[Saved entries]
'''
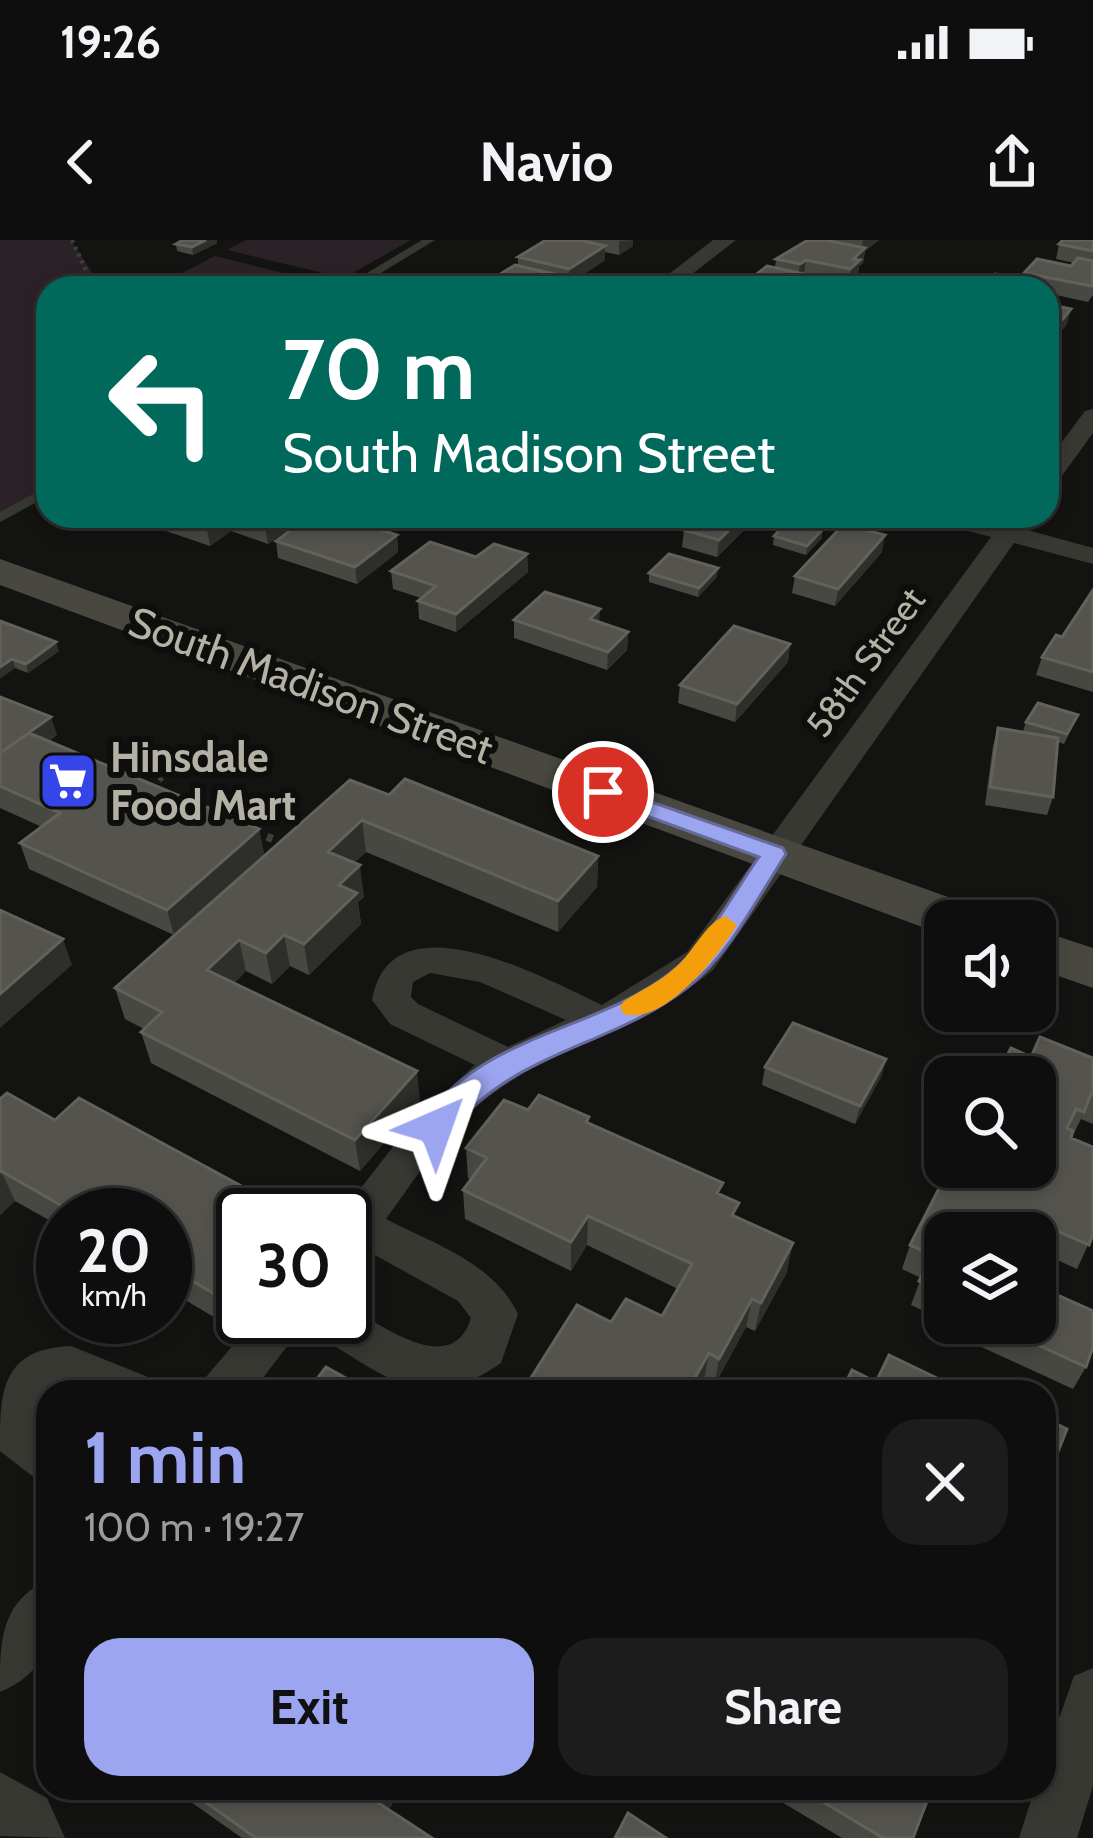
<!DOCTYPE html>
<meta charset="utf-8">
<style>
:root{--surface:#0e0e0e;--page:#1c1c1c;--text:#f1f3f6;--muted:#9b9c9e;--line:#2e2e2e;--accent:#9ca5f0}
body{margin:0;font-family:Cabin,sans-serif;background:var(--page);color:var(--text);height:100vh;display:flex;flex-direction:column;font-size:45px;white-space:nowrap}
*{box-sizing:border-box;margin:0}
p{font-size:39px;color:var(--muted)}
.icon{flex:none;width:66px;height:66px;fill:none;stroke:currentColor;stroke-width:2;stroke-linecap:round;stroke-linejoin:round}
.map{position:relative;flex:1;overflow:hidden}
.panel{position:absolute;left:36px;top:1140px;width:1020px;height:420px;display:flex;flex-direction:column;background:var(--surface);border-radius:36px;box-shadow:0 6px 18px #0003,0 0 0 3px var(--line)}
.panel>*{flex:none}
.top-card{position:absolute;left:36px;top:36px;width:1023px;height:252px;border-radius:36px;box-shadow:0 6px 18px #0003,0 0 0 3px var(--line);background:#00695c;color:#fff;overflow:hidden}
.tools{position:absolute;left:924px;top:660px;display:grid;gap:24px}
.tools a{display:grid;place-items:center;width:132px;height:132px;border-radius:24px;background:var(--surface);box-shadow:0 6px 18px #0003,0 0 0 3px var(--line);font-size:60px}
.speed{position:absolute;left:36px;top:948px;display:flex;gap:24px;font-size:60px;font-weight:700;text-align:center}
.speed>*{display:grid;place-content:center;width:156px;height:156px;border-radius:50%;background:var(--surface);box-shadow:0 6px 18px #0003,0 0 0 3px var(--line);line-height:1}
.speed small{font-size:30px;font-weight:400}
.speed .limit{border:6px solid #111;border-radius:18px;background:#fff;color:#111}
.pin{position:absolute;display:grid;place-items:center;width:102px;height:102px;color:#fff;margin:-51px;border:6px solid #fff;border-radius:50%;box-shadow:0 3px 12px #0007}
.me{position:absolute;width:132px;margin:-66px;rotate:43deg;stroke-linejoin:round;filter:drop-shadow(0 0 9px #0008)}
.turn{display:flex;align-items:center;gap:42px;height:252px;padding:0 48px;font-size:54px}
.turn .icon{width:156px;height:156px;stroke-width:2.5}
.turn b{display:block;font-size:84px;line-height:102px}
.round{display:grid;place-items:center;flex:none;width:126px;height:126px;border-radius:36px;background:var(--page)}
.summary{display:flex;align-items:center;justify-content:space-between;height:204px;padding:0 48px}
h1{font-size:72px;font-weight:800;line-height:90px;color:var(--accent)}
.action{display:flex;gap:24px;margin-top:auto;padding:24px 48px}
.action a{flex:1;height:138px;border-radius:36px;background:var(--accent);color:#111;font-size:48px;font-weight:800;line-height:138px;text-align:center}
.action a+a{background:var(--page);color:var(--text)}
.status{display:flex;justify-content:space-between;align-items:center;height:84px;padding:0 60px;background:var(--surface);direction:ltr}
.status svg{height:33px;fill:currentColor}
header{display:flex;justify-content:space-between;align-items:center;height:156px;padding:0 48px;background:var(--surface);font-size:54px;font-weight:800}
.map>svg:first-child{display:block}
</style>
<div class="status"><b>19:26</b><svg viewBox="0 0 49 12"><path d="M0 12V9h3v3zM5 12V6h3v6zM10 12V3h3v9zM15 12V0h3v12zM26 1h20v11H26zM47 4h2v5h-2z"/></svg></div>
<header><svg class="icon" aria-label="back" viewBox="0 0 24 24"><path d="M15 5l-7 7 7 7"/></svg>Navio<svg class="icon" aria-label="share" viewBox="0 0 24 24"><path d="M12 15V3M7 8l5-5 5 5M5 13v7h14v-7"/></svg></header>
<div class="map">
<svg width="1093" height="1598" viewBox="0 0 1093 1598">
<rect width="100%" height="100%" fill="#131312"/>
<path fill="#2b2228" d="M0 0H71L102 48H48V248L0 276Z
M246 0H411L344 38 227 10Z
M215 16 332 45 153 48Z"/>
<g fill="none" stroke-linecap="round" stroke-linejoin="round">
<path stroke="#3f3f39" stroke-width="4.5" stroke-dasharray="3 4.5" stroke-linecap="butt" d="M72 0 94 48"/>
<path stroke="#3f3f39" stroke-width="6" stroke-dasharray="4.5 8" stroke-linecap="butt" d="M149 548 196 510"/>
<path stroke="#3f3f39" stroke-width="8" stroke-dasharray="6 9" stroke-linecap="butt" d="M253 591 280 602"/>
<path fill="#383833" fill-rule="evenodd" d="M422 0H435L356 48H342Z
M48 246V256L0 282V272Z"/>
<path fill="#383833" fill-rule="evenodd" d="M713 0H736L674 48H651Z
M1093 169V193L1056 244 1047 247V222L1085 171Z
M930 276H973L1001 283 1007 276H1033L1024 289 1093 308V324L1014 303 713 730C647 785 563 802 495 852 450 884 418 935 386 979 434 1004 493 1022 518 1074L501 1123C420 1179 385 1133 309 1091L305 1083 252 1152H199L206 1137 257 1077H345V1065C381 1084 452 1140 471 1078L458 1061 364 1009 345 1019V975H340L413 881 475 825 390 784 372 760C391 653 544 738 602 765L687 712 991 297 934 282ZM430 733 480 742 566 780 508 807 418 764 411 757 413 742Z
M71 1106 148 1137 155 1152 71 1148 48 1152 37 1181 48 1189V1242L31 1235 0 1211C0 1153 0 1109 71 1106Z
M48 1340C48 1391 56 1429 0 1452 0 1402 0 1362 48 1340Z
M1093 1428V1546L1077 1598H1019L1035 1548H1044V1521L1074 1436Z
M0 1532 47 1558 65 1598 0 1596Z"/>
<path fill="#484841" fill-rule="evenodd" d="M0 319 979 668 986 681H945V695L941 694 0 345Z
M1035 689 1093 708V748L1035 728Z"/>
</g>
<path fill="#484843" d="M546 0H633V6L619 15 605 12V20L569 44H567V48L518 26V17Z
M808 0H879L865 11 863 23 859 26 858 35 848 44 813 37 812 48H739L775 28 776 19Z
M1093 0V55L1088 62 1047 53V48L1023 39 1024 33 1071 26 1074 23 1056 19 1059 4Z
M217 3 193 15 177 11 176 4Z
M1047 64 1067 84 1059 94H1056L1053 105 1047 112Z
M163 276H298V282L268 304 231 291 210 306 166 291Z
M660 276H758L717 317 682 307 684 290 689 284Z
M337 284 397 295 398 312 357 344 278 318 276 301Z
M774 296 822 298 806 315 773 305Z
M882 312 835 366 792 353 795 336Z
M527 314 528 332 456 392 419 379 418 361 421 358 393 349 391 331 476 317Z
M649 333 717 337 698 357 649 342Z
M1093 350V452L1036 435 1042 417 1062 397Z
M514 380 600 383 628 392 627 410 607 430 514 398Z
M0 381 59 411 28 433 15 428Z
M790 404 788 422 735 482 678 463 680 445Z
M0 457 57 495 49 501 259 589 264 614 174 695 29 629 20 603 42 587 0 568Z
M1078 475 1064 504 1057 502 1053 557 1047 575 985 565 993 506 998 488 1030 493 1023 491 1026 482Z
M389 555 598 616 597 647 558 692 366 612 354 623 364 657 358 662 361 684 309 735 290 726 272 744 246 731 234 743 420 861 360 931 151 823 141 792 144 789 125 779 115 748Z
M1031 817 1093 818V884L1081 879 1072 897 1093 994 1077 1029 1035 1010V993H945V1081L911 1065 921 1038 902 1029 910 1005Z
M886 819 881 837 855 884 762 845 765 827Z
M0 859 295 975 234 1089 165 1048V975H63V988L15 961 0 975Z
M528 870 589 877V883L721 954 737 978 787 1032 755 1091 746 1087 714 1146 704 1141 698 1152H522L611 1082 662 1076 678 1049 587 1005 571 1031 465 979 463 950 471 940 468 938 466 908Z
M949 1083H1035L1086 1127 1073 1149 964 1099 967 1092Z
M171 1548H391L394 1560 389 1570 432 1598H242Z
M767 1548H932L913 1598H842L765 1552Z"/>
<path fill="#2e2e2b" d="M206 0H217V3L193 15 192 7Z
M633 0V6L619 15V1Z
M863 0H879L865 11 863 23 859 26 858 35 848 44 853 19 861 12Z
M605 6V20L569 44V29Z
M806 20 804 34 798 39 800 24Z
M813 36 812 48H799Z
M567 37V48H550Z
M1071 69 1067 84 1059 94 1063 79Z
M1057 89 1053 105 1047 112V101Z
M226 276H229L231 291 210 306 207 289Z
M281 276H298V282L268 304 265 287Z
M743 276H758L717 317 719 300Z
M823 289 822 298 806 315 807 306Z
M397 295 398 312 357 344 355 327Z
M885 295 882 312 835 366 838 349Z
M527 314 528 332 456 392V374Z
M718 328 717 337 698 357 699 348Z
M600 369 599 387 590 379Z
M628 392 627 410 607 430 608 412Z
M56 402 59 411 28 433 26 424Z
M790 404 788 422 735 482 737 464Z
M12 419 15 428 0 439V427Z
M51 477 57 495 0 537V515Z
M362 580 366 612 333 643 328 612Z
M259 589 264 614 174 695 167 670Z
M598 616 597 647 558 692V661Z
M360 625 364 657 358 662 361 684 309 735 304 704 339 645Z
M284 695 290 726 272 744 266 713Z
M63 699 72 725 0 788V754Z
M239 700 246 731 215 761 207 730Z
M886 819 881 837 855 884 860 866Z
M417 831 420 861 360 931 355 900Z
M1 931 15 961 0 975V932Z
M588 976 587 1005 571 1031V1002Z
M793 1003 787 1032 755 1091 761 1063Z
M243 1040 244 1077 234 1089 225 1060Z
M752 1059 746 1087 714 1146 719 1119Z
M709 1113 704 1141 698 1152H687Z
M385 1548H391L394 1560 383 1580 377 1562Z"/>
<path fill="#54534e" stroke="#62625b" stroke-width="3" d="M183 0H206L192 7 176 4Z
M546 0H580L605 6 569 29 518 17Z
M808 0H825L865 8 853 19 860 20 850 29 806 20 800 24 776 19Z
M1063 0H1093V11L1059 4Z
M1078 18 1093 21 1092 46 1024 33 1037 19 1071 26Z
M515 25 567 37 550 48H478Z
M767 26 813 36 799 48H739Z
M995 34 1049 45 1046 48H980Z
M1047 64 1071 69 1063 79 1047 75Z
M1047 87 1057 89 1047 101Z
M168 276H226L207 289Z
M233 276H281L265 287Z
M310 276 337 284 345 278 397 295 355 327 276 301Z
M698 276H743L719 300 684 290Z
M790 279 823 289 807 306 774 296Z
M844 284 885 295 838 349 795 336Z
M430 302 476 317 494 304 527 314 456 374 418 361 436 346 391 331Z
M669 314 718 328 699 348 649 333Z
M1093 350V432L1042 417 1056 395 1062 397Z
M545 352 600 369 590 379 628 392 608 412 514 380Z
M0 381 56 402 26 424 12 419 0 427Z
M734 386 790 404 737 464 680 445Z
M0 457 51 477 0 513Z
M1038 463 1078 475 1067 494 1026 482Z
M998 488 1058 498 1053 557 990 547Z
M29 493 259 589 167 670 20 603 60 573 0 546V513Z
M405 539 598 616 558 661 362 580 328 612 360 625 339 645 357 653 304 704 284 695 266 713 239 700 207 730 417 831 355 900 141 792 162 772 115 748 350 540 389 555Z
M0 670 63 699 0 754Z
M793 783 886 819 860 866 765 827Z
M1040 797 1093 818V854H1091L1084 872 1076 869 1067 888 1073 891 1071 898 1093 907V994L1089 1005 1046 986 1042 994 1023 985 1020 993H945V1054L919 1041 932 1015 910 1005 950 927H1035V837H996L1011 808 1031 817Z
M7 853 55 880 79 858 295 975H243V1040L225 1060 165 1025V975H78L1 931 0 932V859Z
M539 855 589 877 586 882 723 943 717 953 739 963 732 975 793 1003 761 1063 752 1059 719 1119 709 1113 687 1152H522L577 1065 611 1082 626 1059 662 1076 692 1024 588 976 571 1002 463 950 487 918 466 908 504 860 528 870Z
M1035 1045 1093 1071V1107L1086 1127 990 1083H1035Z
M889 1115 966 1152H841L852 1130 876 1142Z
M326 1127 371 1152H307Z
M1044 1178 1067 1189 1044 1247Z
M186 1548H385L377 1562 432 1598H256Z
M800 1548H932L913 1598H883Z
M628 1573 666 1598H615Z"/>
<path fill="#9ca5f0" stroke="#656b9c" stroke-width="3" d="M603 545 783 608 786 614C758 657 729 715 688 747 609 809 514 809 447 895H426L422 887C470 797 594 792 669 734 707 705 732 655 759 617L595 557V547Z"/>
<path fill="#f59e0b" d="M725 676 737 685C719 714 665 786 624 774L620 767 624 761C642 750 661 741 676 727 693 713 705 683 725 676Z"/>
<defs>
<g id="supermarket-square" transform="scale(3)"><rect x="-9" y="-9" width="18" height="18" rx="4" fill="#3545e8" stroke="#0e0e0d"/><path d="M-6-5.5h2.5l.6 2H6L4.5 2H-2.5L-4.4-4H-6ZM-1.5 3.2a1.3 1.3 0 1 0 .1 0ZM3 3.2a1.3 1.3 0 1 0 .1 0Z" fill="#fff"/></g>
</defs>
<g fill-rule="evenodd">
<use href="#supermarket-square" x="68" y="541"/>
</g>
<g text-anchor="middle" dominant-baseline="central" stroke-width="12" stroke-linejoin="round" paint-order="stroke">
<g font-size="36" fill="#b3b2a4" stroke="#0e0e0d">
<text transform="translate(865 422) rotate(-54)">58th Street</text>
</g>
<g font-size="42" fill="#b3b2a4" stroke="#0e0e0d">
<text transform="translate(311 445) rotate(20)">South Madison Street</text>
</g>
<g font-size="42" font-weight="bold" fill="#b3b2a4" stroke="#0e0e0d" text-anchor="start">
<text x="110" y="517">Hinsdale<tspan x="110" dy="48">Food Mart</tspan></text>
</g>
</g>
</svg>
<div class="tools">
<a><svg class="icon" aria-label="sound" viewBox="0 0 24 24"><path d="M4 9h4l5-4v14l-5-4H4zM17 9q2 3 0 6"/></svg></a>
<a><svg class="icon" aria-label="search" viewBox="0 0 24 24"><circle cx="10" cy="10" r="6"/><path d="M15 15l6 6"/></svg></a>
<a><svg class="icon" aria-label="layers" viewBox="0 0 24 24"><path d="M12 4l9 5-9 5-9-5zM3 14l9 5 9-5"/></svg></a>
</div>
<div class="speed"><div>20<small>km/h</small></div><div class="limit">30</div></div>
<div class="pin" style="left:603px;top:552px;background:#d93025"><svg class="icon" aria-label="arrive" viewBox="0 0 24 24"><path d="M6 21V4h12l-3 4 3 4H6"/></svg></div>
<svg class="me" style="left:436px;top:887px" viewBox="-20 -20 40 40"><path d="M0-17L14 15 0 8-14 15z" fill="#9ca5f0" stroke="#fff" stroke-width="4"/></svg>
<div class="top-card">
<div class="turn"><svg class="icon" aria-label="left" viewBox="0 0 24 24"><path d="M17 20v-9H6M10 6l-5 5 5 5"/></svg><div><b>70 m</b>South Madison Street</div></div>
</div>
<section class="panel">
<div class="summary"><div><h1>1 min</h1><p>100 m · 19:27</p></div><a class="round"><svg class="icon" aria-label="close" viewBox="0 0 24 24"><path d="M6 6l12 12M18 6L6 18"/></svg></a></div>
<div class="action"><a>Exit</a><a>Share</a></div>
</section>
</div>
'''
■ Work order: Only a number is wanted: how many lines of the data above contain "Madison"?

■ Exercise output: 2